Par des mémoires en défense, enregistrés le 20 septembre 2019, le 4 février 2020, le 19 mars 2020 et le 11 août 2020, le comité national de la pêche professionnelle en eau douce (CONAPPED) conclut au rejet de la requête et à ce qu’il soit mis à la charge de l’association requérante la somme de 500 euros au titre de l’article L. 761-1 du code de justice administrative.
Il fait valoir que les moyens soulevés par l’association requérante ne sont pas fondés.
Vu les autres pièces du dossier.
Vu :
— la Constitution, notamment la Charte de l’environnement à laquelle renvoie son Préambule ;
— le code de l’environnement ;
— le code des relations entre le public et l’administration ;
— l’arrêté du 5 décembre 2007 fixant les règles d’organisation et de fonctionnement du Comité national de la pêche professionnelle en eau douce ;
— le code de justice administrative.
Les parties ont été régulièrement averties du jour de l’audience.

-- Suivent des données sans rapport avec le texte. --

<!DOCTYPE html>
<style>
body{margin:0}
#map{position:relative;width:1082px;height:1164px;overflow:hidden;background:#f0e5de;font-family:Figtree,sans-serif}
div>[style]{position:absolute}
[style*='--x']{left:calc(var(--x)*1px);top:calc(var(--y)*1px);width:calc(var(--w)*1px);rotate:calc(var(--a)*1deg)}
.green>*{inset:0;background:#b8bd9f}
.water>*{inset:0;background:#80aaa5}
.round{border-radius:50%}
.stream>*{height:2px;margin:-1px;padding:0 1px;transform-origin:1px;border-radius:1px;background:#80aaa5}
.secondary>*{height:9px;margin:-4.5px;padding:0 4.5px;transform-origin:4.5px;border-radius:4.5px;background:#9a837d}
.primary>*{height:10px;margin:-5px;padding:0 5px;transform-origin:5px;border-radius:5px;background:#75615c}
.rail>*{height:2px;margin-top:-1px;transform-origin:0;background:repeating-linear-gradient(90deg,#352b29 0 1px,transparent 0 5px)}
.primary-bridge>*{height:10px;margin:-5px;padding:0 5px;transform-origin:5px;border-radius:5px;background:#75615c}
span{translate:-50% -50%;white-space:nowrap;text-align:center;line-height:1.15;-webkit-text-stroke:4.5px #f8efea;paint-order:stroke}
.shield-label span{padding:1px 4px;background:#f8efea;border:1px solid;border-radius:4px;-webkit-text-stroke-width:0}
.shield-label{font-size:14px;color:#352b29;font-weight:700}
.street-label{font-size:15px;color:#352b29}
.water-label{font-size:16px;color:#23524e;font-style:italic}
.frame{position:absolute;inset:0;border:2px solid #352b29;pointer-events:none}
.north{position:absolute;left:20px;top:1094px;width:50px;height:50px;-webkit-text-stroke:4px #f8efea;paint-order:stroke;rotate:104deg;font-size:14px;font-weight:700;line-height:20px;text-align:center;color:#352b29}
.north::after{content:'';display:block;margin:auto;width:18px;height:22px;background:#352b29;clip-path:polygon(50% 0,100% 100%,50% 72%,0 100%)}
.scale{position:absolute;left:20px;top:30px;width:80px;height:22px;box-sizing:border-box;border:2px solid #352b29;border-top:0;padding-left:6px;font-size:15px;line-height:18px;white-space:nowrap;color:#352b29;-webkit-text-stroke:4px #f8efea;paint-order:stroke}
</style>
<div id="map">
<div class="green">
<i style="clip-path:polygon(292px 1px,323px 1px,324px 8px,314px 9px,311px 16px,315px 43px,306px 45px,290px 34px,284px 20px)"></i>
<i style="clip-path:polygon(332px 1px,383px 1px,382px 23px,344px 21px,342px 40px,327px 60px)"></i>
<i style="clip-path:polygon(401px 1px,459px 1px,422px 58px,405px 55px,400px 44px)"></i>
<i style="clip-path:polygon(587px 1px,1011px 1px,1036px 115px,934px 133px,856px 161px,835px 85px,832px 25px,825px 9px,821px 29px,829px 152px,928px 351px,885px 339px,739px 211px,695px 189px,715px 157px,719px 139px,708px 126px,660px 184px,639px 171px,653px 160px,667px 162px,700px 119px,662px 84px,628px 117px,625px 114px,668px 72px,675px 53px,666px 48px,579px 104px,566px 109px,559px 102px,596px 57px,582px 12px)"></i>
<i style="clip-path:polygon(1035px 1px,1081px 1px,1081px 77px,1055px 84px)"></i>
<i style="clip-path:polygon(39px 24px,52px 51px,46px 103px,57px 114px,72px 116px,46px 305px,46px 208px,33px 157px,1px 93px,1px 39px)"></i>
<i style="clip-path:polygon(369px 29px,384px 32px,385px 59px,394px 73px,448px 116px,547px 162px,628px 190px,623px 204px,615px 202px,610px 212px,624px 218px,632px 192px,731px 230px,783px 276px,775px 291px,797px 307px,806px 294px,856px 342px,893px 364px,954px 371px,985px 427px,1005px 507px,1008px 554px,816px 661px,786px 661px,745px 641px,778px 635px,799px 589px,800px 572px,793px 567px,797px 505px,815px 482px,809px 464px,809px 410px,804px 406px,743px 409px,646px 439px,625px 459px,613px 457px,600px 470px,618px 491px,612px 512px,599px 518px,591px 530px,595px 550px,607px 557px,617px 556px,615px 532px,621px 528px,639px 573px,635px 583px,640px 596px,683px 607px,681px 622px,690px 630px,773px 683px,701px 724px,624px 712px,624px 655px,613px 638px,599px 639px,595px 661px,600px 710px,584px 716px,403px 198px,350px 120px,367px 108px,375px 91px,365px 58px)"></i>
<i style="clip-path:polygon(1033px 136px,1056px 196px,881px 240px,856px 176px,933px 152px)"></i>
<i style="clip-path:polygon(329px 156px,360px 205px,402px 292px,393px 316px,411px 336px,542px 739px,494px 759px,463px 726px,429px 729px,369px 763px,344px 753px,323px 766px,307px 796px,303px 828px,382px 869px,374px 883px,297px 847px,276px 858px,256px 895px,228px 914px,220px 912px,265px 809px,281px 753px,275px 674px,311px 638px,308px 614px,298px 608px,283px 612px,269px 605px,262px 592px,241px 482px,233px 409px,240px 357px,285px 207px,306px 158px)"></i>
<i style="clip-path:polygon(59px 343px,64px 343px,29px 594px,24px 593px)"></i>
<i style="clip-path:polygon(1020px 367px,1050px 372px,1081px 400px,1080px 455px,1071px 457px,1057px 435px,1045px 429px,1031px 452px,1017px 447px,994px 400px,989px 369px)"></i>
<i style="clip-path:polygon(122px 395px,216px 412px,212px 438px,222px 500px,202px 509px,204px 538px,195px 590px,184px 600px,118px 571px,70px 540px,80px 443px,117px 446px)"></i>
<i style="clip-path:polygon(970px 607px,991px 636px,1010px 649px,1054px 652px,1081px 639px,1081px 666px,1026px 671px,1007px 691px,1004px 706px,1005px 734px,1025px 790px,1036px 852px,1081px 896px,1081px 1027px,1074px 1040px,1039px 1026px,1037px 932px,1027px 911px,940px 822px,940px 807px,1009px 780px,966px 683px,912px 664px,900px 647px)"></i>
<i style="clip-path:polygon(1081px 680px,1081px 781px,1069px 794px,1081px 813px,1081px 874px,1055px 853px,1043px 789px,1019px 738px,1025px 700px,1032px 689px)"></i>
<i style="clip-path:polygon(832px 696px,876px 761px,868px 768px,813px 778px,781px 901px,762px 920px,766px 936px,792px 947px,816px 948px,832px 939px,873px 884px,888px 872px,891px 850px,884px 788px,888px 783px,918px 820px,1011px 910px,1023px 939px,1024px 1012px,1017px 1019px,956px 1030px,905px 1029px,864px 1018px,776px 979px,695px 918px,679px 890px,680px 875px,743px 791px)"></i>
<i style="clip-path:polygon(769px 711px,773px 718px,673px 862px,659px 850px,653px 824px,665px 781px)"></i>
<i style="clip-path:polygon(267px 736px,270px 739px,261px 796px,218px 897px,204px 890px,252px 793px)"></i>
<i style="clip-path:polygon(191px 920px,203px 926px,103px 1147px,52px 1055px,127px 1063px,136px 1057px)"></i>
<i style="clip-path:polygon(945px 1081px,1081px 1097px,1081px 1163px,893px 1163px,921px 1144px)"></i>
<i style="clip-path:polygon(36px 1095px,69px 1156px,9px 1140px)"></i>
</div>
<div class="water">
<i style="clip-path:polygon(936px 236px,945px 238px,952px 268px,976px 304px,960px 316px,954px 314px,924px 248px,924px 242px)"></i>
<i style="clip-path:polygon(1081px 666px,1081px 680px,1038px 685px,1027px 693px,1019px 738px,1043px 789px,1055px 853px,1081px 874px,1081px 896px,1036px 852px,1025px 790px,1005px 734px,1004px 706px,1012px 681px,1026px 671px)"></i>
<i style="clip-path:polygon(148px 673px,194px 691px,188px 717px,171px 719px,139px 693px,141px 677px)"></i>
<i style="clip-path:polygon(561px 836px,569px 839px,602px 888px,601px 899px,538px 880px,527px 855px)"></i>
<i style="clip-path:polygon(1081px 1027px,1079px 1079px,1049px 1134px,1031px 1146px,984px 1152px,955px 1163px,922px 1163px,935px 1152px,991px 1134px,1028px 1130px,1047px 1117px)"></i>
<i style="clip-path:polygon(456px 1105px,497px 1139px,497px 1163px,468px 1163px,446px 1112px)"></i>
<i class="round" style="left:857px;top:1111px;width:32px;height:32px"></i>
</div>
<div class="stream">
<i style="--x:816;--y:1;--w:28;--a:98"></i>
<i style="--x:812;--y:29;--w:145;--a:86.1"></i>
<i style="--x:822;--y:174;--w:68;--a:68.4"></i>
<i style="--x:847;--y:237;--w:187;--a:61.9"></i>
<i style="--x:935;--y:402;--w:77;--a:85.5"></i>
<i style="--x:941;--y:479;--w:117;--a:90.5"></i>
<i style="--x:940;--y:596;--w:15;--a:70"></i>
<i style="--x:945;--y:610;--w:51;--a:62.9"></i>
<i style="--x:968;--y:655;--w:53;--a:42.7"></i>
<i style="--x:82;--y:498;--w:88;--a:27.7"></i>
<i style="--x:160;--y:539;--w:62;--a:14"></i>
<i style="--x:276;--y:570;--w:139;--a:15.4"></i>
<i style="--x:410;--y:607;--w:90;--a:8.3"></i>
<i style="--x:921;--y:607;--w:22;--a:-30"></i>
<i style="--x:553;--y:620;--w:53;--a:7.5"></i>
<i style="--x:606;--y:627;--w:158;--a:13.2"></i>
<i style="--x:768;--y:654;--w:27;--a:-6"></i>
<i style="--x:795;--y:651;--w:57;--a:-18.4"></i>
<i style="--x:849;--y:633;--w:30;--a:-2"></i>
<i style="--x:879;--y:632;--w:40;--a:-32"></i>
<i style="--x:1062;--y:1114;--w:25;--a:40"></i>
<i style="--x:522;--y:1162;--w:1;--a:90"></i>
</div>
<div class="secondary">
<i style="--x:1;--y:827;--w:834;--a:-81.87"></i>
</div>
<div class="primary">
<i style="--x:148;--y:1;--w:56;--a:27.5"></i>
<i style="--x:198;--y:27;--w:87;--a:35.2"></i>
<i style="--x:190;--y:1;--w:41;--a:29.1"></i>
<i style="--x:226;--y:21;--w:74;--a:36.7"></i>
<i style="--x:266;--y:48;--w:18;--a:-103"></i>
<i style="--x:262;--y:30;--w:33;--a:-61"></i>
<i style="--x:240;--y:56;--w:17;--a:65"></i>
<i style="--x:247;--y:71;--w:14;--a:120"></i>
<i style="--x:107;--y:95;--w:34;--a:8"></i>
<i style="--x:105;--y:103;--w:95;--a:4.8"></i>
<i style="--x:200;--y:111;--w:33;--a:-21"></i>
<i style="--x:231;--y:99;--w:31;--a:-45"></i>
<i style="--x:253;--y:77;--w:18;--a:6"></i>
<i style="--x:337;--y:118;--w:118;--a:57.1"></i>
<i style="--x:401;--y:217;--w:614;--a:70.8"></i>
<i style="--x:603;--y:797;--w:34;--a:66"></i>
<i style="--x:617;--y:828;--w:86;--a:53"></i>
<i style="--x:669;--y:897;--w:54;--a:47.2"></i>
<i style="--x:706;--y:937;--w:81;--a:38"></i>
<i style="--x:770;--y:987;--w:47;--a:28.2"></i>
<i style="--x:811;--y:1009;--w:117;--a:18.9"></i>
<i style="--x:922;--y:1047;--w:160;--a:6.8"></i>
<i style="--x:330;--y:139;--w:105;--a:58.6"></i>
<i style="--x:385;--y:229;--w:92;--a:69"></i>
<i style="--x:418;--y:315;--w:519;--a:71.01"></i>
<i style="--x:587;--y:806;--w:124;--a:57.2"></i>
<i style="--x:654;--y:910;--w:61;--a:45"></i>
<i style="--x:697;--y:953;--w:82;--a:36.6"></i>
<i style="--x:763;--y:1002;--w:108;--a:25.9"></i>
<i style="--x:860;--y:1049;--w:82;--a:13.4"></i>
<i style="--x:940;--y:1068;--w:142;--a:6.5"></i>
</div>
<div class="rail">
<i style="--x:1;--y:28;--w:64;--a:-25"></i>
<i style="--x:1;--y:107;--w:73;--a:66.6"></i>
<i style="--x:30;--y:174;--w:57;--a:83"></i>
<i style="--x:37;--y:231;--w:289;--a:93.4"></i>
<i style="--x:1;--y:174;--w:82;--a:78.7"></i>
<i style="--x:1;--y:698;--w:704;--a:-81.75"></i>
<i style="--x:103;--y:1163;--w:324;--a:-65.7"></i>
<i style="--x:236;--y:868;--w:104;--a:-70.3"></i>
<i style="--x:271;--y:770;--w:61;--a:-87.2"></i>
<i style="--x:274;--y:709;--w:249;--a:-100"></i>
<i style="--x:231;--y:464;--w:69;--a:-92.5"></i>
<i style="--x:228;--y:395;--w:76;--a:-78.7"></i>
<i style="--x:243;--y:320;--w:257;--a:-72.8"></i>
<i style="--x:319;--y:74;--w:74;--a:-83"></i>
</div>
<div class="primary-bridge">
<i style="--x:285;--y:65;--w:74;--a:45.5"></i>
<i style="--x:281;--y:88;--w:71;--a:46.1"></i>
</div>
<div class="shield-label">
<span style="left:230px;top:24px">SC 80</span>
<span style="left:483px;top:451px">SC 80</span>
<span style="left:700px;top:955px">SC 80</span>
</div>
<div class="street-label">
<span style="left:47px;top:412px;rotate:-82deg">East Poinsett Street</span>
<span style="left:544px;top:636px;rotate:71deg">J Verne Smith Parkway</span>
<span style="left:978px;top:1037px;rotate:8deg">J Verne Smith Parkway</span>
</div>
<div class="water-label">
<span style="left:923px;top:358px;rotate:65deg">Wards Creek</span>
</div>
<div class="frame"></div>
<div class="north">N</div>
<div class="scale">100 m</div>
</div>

Ont été entendus au cours de l’audience publique :
— le rapport de Mme B,
— les conclusions de M. Sarda, rapporteur public,
— et les observations de Mme C, représentant le CONAPPED.
Considérant ce qui suit :
1. Le 28 janvier et le 12 février 2019, l’association de défense des ressources maritimes a sollicité auprès du comité national de la pêche professionnelle en eau douce (CONAPPED) la communication de l’évolution chronologique des effectifs des pêcheurs professionnels du bassin de l’Adour et des versants côtiers depuis la création de l’association agréée de pêche professionnelle en eau douce (AAPPED) concernée, notamment la répartition géographique des professionnels fluviaux et des professionnels maritimes entre l’Adour et les différents courants côtiers landais. Cette demande a été rejetée par une décision du 19 février 2019. Par courrier du 6 mai 2019, l’association requérante a saisi la commission d’accès aux documents administratifs laquelle a, le 19 décembre 2019, rendu son avis. Le CONAPPED a réitéré son refus de communiquer les informations demandées. L’association requérante doit être regardée comme demandant au tribunal l’annulation de cette décision de refus et d’enjoindre au CONAPPED de lui communiquer ces informations.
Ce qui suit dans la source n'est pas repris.